The current NHS drive to make efficiency savings has resulted in a worrying trend for commissioners to engage in unilateral action in an attempt to cut costs. Nowhere is this more apparent than in the evolution of lists of “low priority treatments”.

The practice came out of the closet when Croydon PCT published its list in 2005-06. Since then two thirds of PCTs have followed suit and drawn up their own catalogues of low clinical priority procedures.

The appeal of such lists is obvious. The London Health Observatory estimated that the NHS in London would have saved £28m-£93m in 2005-06 if access to the types of procedures which are on these lists had been limited across the capital. In 2011 the Audit Commission calculated that nationally the NHS would save £500m per year. Savings of that magnitude are appealing, but it is an approach that has not been welcomed by clinicians or patients.

In a letter in the Annals of Surgery, Royal College of Surgeons president Norman Williams raised concerns about blanket bans of operations and stated that “lists of such procedures seem to have been drawn up without publicity or consultation”. The Federation of Surgical Specialty Associations has noted overwhelming evidence of benefit to patients from some of these procedures and says the practice is blatant cost cutting. According to the Audit Commission, what consultation has taken place has been mainly with public health professionals. The commission also warned that there was no national consensus on what procedures were included on these lists, creating a postcode lottery for patients.

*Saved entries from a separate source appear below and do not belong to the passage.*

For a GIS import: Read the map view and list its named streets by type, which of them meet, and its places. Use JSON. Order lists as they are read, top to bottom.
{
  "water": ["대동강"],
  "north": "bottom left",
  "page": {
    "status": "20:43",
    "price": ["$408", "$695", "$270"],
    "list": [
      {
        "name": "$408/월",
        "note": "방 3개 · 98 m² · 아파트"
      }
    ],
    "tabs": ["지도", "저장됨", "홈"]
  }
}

Blanket bans are not sanctioned by English common law. R vs North West Lancashire Health Authority ex parte A, D and G insists that there is a framework for individual appeal. NHS medical director Sir Bruce Keogh has acknowledged this and stated that blanket bans will not be considered. However the lists drawn up without appropriate consultation remain. This is in spite of the NHS Act 2006, which stipulates that PCTs have a duty of public involvement and consultation in the planning and changing of service provision.

Acting on these concerns, NHS London has been consulting with clinical advisory groups from the specialties offering “low priority” treatments. They have reached a consensus that terms such as “low priority” or “limited clinical effectiveness or value” are inappropriate because they focus on endpoints, whereas it is the clinical journey that should be discussed. Where that journey ends should depend on the clinical presentation and choice of the patient, with a clear understanding of the evidence. Focusing on evidence based pathways will reduce variations in referral and practice and understanding variation should be key in improving productivity. NHS London and clinical advisory groups are developing evidence based commissioning pathways. Representatives of the Royal College of Surgeons have presented this approach to the all party parliamentary group on patient and public involvement in health.

Pathway based commissioning is not a new concept and is not problem-free. The mere publication of nationally accepted guidelines does not remove variation in practice, and implementation remains a complex issue. A consultative process with commissioners, providers and service users is more than a legal duty; it is necessary for engagement and reduction of common cause variation. The evidence underlying these pathways also needs development and clarification by surgeons. The evolution of lists of “low priority treatments” has been made possible as many of the listed procedures have evidence that has been misinterpreted and is of variable quality. Surgeons must continue to consider the quality of their evidence, and be prepared to educate groups outside of their specialties.

Commissioning based on evidence and quality is not easy, and it is not a quick process. It requires consultation, commitment and compromise from all. If all parties accept these challenges then collaborative consultation is possible, allowing the delivery of patient-focused, quality-based healthcare for the future.